Dr Francq will discuss the need for analytical methods to deliver unbiased and precise results and talk in detail on confidence, prediction and tolerance intervals work in linear mixed models and the interpretation of statistical results.

This will be followed by Q&A.

Who is this event intended for? Statisticians and others working on assay qualification within the Pharmaceutical Industry.

What is the benefit of attending? Attendees will learn about robust assay qualification methodology.

14:00 BST | 15:00 CEST

In the pharmaceutical industry, all analytical methods must be shown to deliver unbiased and precise results. In an assay qualification or validation study, the trueness, accuracy and intermediate precision are usually assessed by comparing the measured concentrations to their nominal levels. Trueness is assessed by using confidence intervals of mean measured concentration, accuracy by prediction intervals for a future measured concentration, and the intermediate precision by the total variance.

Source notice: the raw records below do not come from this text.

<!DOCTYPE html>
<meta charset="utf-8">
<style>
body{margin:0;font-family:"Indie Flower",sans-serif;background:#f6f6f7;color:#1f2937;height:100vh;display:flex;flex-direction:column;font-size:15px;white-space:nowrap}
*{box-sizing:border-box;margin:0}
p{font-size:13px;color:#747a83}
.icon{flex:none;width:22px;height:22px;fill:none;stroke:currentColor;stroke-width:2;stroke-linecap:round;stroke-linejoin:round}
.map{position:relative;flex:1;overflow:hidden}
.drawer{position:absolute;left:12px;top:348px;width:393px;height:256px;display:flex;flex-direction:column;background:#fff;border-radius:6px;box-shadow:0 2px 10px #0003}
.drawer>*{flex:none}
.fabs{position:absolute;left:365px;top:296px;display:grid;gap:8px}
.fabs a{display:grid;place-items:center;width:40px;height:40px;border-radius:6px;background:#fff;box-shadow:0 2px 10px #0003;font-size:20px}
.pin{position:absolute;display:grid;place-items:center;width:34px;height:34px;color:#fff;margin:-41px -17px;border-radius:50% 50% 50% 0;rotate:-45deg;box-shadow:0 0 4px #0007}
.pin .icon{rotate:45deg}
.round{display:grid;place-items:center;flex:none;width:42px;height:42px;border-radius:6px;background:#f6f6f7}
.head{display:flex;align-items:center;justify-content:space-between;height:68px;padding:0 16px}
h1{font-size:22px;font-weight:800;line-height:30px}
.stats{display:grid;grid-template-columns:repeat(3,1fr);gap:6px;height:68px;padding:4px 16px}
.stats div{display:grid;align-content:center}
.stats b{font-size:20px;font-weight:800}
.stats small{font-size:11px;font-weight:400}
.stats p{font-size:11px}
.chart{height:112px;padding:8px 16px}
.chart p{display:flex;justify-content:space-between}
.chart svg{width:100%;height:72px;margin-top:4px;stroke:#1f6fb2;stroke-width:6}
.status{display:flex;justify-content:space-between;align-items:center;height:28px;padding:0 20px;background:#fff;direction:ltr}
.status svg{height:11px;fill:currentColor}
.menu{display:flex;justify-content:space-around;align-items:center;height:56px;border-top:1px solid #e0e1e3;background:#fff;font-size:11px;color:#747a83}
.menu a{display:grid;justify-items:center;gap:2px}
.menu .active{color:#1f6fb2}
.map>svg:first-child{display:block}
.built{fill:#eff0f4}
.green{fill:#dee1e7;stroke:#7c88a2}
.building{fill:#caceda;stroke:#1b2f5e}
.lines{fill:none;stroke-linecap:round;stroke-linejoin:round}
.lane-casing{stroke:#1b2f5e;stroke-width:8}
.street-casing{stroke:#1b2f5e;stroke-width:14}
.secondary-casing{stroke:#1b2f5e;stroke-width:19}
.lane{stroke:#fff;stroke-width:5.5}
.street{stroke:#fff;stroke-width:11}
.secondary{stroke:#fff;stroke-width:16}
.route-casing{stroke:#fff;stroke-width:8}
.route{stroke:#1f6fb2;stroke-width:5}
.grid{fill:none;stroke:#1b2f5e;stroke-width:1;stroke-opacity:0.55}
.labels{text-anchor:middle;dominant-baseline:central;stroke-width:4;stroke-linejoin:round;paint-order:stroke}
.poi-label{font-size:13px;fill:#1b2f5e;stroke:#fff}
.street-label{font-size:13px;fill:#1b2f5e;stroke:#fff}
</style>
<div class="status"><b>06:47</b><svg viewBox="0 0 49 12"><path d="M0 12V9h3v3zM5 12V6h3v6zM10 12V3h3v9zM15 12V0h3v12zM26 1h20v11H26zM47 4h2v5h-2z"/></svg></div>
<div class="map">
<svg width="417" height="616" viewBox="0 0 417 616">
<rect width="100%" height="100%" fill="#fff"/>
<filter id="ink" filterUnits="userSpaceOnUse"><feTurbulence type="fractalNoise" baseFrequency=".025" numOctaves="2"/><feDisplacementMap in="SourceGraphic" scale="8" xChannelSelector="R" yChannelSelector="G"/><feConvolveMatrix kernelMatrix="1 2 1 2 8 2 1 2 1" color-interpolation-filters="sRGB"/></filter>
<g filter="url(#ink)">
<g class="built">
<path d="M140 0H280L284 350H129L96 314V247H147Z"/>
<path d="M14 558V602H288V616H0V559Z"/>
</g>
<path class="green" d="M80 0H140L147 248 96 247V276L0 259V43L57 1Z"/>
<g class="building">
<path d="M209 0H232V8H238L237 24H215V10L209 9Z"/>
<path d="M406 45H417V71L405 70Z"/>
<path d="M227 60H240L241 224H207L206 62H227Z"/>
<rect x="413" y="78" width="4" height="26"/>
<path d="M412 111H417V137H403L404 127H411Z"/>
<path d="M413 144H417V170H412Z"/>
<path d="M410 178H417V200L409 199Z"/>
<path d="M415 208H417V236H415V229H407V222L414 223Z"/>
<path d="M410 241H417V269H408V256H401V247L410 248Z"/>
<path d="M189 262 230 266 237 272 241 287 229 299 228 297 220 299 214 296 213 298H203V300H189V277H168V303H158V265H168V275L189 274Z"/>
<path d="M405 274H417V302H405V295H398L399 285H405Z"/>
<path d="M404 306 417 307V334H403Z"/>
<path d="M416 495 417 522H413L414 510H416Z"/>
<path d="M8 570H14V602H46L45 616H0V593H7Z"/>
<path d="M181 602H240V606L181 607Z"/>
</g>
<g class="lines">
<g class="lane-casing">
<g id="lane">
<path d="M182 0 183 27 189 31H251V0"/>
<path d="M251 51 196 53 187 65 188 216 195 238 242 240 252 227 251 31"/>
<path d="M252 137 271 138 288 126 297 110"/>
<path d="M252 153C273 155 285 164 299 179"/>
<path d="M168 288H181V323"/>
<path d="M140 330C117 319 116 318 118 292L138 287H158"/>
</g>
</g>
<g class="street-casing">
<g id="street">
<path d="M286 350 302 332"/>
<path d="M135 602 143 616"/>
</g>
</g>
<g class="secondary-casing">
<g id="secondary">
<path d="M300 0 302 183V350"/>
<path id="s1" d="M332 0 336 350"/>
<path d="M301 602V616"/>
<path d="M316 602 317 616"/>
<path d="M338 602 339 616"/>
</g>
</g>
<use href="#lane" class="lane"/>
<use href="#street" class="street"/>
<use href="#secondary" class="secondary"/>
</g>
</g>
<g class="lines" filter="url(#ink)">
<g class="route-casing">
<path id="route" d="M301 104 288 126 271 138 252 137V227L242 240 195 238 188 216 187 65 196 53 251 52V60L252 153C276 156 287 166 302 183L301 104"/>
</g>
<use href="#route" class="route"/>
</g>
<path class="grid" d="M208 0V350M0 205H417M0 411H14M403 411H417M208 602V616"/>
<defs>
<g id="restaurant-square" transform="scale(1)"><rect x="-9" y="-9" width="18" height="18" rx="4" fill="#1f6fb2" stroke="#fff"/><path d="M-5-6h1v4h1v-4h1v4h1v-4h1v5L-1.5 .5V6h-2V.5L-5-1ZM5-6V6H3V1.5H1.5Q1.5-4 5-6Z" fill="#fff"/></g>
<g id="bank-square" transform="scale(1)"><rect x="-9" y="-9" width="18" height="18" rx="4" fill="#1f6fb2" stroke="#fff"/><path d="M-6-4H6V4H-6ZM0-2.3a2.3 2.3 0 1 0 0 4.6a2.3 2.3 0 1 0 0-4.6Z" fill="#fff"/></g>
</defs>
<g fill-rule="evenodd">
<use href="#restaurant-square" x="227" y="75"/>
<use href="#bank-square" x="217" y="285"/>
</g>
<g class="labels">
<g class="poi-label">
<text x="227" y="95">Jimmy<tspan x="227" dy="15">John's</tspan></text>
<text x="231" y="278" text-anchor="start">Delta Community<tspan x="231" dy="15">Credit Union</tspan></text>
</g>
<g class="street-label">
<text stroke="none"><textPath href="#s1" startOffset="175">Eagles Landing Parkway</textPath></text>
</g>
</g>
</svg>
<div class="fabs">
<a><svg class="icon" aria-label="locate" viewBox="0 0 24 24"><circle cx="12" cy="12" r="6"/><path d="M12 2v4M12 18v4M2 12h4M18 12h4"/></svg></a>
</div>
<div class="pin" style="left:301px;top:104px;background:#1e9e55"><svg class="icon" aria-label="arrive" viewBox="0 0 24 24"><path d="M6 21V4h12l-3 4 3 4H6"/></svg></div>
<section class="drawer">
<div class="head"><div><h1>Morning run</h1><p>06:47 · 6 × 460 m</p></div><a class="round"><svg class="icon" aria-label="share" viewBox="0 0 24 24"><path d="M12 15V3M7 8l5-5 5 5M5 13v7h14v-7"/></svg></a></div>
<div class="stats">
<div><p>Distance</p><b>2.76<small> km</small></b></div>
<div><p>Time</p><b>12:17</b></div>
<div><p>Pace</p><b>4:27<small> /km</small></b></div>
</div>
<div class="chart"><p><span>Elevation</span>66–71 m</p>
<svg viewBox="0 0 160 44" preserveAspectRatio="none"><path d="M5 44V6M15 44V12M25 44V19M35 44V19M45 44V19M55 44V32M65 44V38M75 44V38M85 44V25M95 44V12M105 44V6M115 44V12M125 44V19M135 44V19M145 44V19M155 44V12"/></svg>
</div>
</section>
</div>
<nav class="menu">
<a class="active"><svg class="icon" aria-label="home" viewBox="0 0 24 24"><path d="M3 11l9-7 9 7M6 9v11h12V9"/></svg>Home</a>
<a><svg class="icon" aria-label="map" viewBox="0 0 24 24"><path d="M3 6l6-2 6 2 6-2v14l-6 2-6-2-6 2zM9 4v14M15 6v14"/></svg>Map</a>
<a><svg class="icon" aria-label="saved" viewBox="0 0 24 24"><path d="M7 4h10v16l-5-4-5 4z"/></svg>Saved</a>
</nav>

ICH and USP guidelines alike request that all relevant sources of variability must be studied, e.g. the effect of different technicians, the day-to-day variability or the use of multiple reagent lots. Those different random effects must be modeled as crossed, nested or a combination of both.

Confidence, prediction and tolerance intervals in linear mixed models will be detailed with a focus on the interpretation of statistical results. Their relationships will be discussed together with the POOS (out-of-specification probability). Two real datasets from assay validation study during vaccine development are used to illustrate the statistical intervals and the POOS.